We are aware that [Megatron-LM uses different ordering of QKV](https://github.com/NVIDIA/Megatron-LM/blob/42c1cf4279acea5a554500dcb552211f44cbec45/megatron/checkpointing.py#L209-L237) in the attention layers depending on the version of Megatron-LM used. We are also aware of an existing conversion script that Huggingface have created for converting Megatron-BERT to Huggingface, where they adapt the ordering of QKV in Megatron to [match the ordering used in Huggingface](https://github.com/NVIDIA/Megatron-LM/blob/42c1cf4279acea5a554500dcb552211f44cbec45/megatron/checkpointing.py#L209-L237). As such we have an optional `--fix_qkv` parameter in our conversion script that applies the same reordering of QKV as Huggingface does. See the lines that are commented out in `convert_nemo_to_hf.sh` for an example of how to use this parameter and set the `checkpoint_version`. 

Unfortunately, none of the above solves the issue we have with the conversion script.

We have a test script that predicts both with the original Nemo model and with the converted Huggingface model. The output unfortunately isn't the same. We used the same identical tokenizer for both models. To run:

```bash
singularity exec --nv nemo2302.sif python test_ul2_hf.py
```

Or explore in interactive mode with `singularity shell --nv nemo2302.sif`.

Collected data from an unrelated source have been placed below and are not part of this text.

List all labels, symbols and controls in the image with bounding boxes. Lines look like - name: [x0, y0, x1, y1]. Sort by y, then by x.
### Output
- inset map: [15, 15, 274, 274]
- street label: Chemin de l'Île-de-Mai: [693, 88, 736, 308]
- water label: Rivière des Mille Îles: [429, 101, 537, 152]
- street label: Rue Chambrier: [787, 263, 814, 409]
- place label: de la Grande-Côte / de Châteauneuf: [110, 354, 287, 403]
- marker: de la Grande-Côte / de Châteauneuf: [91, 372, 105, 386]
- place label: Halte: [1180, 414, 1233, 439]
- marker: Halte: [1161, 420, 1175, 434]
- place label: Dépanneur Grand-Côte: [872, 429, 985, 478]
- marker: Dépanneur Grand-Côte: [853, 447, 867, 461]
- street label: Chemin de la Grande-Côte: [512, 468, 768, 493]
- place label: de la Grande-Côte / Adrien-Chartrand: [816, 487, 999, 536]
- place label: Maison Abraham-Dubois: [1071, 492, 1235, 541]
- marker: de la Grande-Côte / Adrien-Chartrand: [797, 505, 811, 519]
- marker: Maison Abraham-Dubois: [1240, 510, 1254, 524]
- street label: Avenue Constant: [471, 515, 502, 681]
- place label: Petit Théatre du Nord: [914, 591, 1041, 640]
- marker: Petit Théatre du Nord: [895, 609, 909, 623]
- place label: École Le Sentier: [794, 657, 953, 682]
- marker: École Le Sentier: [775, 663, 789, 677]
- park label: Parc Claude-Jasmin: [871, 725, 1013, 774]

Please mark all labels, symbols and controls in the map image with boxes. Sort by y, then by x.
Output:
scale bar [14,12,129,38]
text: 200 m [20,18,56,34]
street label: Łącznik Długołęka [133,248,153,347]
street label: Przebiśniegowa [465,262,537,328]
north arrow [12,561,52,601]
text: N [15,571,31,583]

### Confirming the conversion script can reverse Nvidia's conversion script

In order to confirm the conversion script is valid enough in the sense that it is able to reverse Nvidia's conversion script, we here include instructions to convert a UL2 model from Huggingface to Nemo, via Nvidia's conversion script, and then back to Huggingface via our conversion script.

Instructions:

1. Run `singularity exec --nv nemo2302.sif bash convert_hf_to_nemo.sh` to convert the existing [Finnish-NLP/ul2-base-nl36-finnish](https://huggingface.co/Finnish-NLP/ul2-base-nl36-finnish) from Huggingface to Nemo format via Nvidia's conversion script. The resultning model weights will be saved to the folder `ul2-base-nl36-finnish/`.
2. To perform the reverse conversion, and to perform a check whether the re-converted weights are identical, run `python convert_finnish_ul2_model.py`. Or via singularity: `singularity exec --nv nemo2302.sif python convert_finnish_ul2_model.py`. 

The resuling model re-converted to Huggingface will be found in `ul2-base-nl36-finnish/hf_t5_ul2`. 

This conversion produces a model that is identical to the original model.